EXERCISE INSTRUCTIONS: In the records that follow, find each line with "addColorStop" and pull it out.

AVAILABLE DATA:
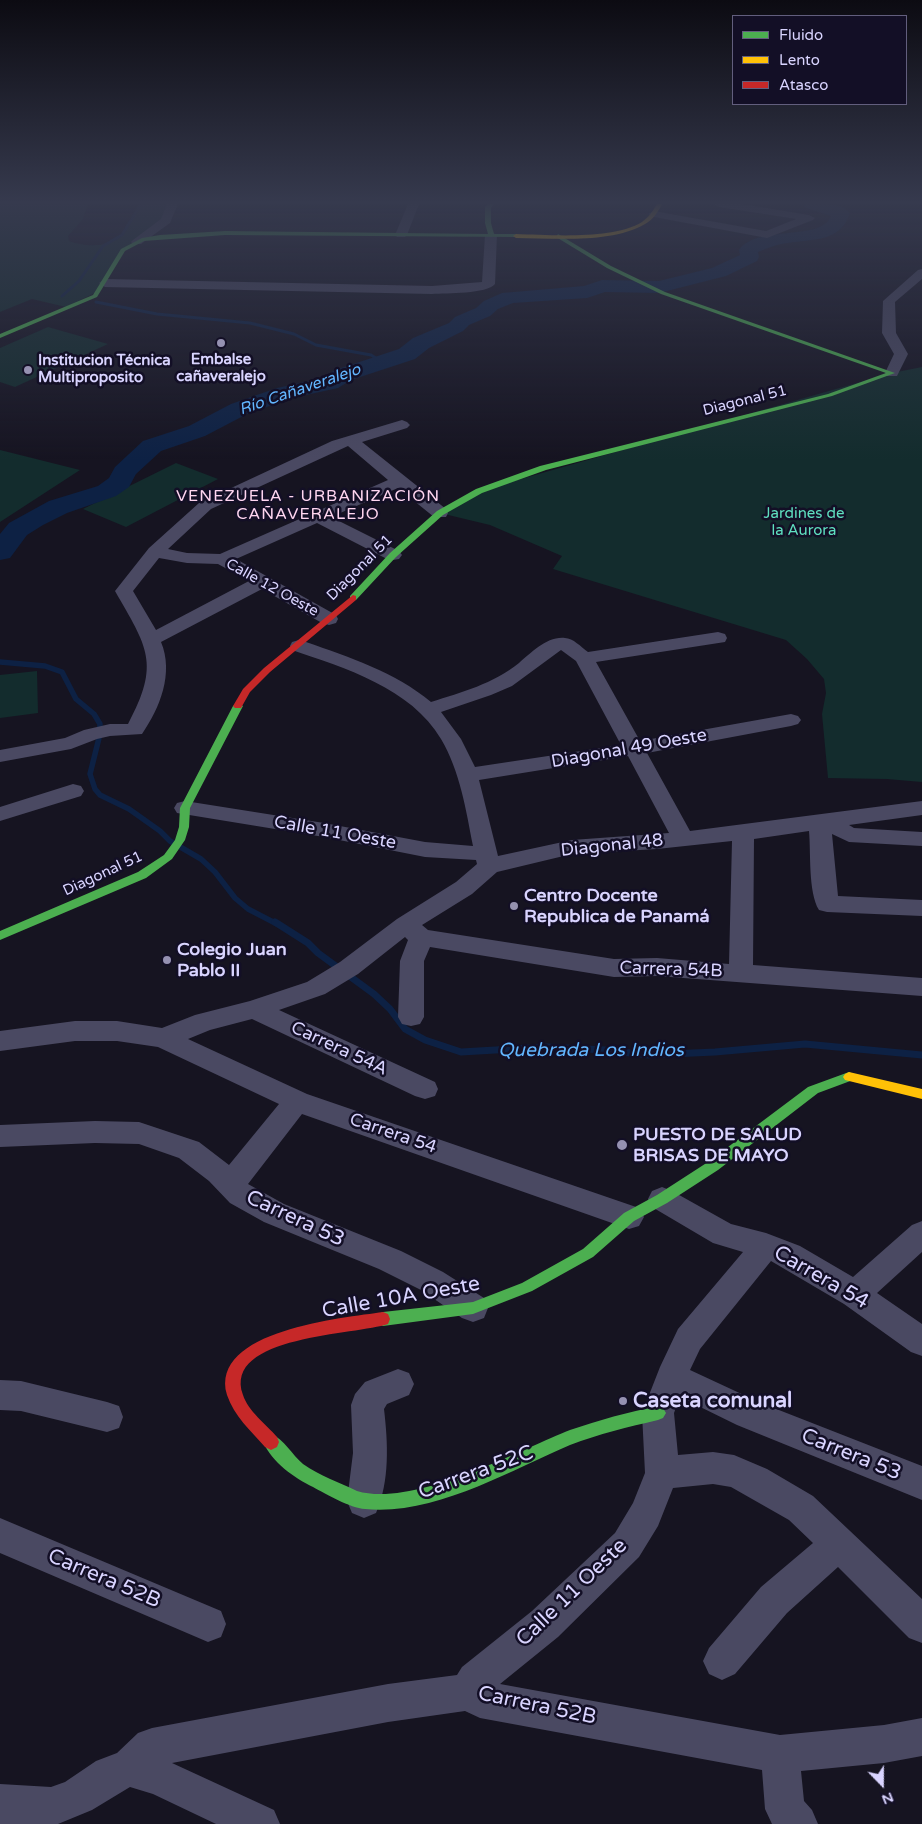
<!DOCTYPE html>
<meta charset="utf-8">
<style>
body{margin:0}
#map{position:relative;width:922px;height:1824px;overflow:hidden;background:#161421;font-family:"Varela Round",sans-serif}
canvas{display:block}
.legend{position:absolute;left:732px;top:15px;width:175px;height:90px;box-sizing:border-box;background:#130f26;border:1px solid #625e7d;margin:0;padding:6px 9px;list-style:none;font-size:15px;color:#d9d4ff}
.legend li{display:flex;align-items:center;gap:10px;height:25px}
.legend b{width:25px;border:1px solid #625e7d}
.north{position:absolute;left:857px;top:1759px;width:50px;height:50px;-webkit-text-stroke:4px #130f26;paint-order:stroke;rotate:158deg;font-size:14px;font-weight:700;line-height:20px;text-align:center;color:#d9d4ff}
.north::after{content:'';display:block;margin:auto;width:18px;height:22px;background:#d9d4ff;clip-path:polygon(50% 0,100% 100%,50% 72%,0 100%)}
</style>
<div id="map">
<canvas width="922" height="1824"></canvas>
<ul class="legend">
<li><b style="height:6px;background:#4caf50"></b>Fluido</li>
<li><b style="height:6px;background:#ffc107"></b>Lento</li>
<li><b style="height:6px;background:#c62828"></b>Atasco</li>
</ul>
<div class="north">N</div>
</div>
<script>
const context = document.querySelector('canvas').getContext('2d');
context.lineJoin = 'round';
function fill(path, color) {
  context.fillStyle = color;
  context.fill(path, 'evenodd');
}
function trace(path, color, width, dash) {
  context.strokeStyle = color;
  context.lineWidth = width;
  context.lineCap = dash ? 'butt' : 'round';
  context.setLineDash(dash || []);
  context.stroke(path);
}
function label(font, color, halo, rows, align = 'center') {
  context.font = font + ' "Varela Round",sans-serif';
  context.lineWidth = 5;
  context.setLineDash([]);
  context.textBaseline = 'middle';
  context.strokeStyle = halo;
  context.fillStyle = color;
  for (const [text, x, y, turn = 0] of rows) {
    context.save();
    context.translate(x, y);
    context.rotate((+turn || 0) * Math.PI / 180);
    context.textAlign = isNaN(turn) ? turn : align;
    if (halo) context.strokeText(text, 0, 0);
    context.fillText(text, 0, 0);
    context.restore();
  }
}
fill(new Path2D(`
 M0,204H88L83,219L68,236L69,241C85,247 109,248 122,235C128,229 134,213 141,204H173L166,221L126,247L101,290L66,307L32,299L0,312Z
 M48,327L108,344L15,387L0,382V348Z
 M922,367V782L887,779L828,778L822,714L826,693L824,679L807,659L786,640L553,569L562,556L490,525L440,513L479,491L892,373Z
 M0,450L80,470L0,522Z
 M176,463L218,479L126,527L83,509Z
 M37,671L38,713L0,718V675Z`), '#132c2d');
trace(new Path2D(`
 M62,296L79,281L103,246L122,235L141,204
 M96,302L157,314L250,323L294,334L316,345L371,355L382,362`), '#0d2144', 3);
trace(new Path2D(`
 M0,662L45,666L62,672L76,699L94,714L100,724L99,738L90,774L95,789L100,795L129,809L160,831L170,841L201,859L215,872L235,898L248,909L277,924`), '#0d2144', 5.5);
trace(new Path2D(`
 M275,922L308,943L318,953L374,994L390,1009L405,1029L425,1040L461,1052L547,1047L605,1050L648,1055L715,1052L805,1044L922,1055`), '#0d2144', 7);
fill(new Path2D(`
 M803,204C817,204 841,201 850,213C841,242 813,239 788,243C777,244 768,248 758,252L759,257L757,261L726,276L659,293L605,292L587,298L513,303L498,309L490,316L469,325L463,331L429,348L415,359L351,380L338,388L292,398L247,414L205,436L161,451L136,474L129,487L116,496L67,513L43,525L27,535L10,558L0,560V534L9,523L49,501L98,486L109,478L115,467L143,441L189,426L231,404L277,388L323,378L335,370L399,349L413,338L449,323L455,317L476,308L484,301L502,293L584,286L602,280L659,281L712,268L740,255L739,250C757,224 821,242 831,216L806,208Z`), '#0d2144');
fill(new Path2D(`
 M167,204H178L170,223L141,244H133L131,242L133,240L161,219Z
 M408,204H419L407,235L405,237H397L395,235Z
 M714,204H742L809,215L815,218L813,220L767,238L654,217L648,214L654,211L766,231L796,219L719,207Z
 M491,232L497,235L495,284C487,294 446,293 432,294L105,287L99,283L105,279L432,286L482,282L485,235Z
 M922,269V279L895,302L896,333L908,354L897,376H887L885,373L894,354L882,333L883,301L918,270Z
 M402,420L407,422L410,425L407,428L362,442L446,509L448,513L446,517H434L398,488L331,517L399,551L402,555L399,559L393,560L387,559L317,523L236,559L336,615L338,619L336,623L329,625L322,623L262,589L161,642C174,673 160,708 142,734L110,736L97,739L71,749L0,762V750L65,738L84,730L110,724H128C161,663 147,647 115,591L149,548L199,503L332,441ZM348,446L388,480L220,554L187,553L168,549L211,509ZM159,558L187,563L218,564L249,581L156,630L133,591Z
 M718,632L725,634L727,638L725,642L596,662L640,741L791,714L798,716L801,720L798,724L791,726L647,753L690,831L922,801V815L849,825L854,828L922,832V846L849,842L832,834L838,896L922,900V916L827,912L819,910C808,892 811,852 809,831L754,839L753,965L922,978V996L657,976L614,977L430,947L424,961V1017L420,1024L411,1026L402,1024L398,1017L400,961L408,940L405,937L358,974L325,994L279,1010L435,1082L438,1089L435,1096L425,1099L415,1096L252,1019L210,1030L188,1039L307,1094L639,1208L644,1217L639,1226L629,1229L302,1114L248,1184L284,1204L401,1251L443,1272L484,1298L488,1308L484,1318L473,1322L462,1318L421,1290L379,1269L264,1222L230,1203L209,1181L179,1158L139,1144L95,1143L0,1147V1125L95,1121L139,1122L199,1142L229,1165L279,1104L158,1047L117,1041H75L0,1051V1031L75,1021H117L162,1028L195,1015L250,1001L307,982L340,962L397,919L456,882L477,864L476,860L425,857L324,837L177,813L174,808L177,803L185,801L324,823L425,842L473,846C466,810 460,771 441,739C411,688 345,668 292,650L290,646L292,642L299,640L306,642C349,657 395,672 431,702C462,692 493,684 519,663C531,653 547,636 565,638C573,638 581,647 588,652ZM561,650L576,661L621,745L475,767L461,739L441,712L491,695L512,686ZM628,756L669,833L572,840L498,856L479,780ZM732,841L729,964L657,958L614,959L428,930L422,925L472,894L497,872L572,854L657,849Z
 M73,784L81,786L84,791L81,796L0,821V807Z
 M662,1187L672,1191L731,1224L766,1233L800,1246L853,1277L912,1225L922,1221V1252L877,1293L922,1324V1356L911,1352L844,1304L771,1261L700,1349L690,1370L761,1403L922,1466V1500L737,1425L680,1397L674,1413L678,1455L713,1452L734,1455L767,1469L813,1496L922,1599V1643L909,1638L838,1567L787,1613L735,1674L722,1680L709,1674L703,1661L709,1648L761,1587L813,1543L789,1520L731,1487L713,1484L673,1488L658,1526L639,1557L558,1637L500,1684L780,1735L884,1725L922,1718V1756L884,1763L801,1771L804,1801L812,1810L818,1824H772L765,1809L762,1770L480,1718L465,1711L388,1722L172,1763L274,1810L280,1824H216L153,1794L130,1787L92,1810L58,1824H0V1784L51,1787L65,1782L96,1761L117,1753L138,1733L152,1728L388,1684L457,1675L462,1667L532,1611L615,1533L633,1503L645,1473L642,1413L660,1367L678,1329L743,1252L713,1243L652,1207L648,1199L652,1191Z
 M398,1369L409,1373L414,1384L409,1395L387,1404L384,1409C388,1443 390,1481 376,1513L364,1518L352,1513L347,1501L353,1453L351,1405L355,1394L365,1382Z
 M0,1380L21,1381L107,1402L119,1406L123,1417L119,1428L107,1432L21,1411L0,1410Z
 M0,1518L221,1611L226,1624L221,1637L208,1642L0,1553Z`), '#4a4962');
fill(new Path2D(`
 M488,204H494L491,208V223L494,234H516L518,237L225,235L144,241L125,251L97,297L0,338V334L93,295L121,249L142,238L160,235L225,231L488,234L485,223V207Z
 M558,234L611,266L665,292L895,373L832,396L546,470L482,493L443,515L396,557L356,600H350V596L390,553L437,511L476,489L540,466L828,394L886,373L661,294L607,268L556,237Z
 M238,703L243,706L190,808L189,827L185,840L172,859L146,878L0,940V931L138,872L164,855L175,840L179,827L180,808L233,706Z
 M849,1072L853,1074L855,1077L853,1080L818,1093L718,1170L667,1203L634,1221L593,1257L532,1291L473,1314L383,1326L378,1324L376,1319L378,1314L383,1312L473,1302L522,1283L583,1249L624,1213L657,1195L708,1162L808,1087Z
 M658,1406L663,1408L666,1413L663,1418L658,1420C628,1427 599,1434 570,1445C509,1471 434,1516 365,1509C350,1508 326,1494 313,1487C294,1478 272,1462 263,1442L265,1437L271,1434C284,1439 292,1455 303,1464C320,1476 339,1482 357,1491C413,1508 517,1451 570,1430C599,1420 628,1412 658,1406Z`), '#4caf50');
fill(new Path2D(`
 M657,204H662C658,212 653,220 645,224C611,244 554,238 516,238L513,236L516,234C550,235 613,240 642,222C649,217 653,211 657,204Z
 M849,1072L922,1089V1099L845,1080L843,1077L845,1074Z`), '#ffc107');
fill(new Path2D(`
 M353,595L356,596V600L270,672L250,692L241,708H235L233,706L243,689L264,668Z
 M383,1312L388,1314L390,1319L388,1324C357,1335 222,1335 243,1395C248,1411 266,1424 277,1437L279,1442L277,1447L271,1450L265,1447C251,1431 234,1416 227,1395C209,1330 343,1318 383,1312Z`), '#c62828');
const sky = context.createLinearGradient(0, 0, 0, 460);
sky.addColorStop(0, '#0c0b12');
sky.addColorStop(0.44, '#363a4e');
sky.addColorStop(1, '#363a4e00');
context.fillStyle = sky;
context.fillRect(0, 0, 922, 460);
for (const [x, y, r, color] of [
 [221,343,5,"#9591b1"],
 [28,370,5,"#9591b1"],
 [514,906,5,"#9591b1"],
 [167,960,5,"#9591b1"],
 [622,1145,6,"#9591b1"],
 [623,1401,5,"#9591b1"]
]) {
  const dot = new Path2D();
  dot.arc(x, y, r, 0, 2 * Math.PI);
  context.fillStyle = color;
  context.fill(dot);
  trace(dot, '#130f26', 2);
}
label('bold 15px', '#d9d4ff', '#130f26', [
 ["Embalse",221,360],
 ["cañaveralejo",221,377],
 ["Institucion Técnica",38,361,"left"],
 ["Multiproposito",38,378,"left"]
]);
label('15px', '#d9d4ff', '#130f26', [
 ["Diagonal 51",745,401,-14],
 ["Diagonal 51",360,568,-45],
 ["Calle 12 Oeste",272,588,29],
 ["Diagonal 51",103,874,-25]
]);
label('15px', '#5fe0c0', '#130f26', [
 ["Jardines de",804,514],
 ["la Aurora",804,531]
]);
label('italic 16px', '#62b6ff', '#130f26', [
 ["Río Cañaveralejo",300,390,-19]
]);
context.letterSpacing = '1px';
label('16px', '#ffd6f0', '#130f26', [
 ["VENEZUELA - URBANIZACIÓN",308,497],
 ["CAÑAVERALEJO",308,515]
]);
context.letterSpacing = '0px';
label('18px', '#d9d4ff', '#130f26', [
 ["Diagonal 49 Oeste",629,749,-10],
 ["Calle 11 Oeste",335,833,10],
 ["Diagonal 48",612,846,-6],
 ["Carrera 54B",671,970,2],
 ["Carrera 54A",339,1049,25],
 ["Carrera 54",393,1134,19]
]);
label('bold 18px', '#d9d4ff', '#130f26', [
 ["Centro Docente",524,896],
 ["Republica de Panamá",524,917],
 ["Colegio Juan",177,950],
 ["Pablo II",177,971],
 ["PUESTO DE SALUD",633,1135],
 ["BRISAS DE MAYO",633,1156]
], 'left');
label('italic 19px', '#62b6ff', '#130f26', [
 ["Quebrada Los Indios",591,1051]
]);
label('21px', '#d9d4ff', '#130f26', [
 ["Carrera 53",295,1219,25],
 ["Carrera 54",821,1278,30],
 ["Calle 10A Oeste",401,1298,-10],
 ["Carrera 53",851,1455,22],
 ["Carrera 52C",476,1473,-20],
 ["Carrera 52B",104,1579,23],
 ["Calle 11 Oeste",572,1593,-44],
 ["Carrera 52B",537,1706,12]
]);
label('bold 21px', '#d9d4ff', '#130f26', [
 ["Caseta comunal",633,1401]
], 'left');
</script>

ANSWER FOR THIS EXERCISE:
sky.addColorStop(0, '#0c0b12');
sky.addColorStop(0.44, '#363a4e');
sky.addColorStop(1, '#363a4e00');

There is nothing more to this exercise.